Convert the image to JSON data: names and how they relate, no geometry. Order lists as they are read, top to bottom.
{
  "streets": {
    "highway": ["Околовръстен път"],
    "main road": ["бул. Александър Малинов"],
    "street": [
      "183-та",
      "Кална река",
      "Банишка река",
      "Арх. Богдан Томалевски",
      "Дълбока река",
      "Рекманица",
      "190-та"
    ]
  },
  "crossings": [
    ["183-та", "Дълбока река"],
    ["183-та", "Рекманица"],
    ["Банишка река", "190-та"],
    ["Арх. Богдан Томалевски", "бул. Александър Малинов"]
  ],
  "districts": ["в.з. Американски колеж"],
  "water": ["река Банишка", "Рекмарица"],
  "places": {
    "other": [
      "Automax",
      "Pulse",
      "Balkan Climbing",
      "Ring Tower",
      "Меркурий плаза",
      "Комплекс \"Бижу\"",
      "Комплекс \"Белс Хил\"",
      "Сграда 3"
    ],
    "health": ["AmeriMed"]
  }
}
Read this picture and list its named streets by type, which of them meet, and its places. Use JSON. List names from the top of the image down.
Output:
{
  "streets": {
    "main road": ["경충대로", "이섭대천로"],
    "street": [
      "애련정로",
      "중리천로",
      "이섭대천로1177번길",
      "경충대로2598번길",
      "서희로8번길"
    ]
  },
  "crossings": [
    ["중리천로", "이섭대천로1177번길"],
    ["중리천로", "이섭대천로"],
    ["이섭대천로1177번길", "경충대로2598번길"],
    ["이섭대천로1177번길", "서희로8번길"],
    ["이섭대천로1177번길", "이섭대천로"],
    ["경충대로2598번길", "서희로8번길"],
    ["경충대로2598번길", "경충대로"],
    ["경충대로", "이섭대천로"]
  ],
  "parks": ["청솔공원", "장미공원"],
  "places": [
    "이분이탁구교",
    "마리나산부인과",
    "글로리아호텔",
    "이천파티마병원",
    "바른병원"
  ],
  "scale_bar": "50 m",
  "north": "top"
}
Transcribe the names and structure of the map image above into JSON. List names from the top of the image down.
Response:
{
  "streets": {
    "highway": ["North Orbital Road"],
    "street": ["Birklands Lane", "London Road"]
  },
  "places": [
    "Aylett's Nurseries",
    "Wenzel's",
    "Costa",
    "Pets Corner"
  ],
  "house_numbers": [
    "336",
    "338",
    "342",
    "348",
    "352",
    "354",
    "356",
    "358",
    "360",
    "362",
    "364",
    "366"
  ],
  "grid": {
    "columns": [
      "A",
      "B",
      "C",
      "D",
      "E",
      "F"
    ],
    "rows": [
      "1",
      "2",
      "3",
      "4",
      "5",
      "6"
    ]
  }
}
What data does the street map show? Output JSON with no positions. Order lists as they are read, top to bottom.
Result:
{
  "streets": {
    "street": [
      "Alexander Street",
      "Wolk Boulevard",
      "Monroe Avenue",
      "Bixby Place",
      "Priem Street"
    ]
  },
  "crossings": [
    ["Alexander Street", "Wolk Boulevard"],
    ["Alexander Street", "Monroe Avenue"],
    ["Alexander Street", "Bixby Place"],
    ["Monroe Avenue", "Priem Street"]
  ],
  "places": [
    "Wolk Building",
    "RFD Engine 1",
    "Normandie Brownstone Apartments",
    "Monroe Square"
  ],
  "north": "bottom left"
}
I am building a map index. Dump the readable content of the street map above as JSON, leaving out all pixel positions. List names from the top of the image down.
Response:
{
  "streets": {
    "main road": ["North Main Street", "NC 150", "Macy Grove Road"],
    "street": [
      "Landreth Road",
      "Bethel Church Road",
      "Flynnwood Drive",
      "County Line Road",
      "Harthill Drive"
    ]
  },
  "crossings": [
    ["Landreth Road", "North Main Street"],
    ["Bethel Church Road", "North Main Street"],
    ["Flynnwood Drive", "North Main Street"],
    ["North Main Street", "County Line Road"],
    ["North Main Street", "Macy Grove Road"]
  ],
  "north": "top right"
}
•••••
Line by line, repeat the material precisely.

ANSWER SPACE:
Convert the image to JSON data: names and how they relate, no geometry. Order lists as they are read, top to bottom.
{
  "streets": {
    "highway": ["Околовръстен път"],
    "main road": ["бул. Александър Малинов"],
    "street": [
      "183-та",
      "Кална река",
      "Банишка река",
      "Арх. Богдан Томалевски",
      "Дълбока река",
      "Рекманица",
      "190-та"
    ]
  },
  "crossings": [
    ["183-та", "Дълбока река"],
    ["183-та", "Рекманица"],
    ["Банишка река", "190-та"],
    ["Арх. Богдан Томалевски", "бул. Александър Малинов"]
  ],
  "districts": ["в.з. Американски колеж"],
  "water": ["река Банишка", "Рекмарица"],
  "places": {
    "other": [
      "Automax",
      "Pulse",
      "Balkan Climbing",
      "Ring Tower",
      "Меркурий плаза",
      "Комплекс \"Бижу\"",
      "Комплекс \"Белс Хил\"",
      "Сграда 3"
    ],
    "health": ["AmeriMed"]
  }
}
Read this picture and list its named streets by type, which of them meet, and its places. Use JSON. List names from the top of the image down.
Output:
{
  "streets": {
    "main road": ["경충대로", "이섭대천로"],
    "street": [
      "애련정로",
      "중리천로",
      "이섭대천로1177번길",
      "경충대로2598번길",
      "서희로8번길"
    ]
  },
  "crossings": [
    ["중리천로", "이섭대천로1177번길"],
    ["중리천로", "이섭대천로"],
    ["이섭대천로1177번길", "경충대로2598번길"],
    ["이섭대천로1177번길", "서희로8번길"],
    ["이섭대천로1177번길", "이섭대천로"],
    ["경충대로2598번길", "서희로8번길"],
    ["경충대로2598번길", "경충대로"],
    ["경충대로", "이섭대천로"]
  ],
  "parks": ["청솔공원", "장미공원"],
  "places": [
    "이분이탁구교",
    "마리나산부인과",
    "글로리아호텔",
    "이천파티마병원",
    "바른병원"
  ],
  "scale_bar": "50 m",
  "north": "top"
}
Transcribe the names and structure of the map image above into JSON. List names from the top of the image down.
Response:
{
  "streets": {
    "highway": ["North Orbital Road"],
    "street": ["Birklands Lane", "London Road"]
  },
  "places": [
    "Aylett's Nurseries",
    "Wenzel's",
    "Costa",
    "Pets Corner"
  ],
  "house_numbers": [
    "336",
    "338",
    "342",
    "348",
    "352",
    "354",
    "356",
    "358",
    "360",
    "362",
    "364",
    "366"
  ],
  "grid": {
    "columns": [
      "A",
      "B",
      "C",
      "D",
      "E",
      "F"
    ],
    "rows": [
      "1",
      "2",
      "3",
      "4",
      "5",
      "6"
    ]
  }
}
What data does the street map show? Output JSON with no positions. Order lists as they are read, top to bottom.
Result:
{
  "streets": {
    "street": [
      "Alexander Street",
      "Wolk Boulevard",
      "Monroe Avenue",
      "Bixby Place",
      "Priem Street"
    ]
  },
  "crossings": [
    ["Alexander Street", "Wolk Boulevard"],
    ["Alexander Street", "Monroe Avenue"],
    ["Alexander Street", "Bixby Place"],
    ["Monroe Avenue", "Priem Street"]
  ],
  "places": [
    "Wolk Building",
    "RFD Engine 1",
    "Normandie Brownstone Apartments",
    "Monroe Square"
  ],
  "north": "bottom left"
}
I am building a map index. Dump the readable content of the street map above as JSON, leaving out all pixel positions. List names from the top of the image down.
Response:
{
  "streets": {
    "main road": ["North Main Street", "NC 150", "Macy Grove Road"],
    "street": [
      "Landreth Road",
      "Bethel Church Road",
      "Flynnwood Drive",
      "County Line Road",
      "Harthill Drive"
    ]
  },
  "crossings": [
    ["Landreth Road", "North Main Street"],
    ["Bethel Church Road", "North Main Street"],
    ["Flynnwood Drive", "North Main Street"],
    ["North Main Street", "County Line Road"],
    ["North Main Street", "Macy Grove Road"]
  ],
  "north": "top right"
}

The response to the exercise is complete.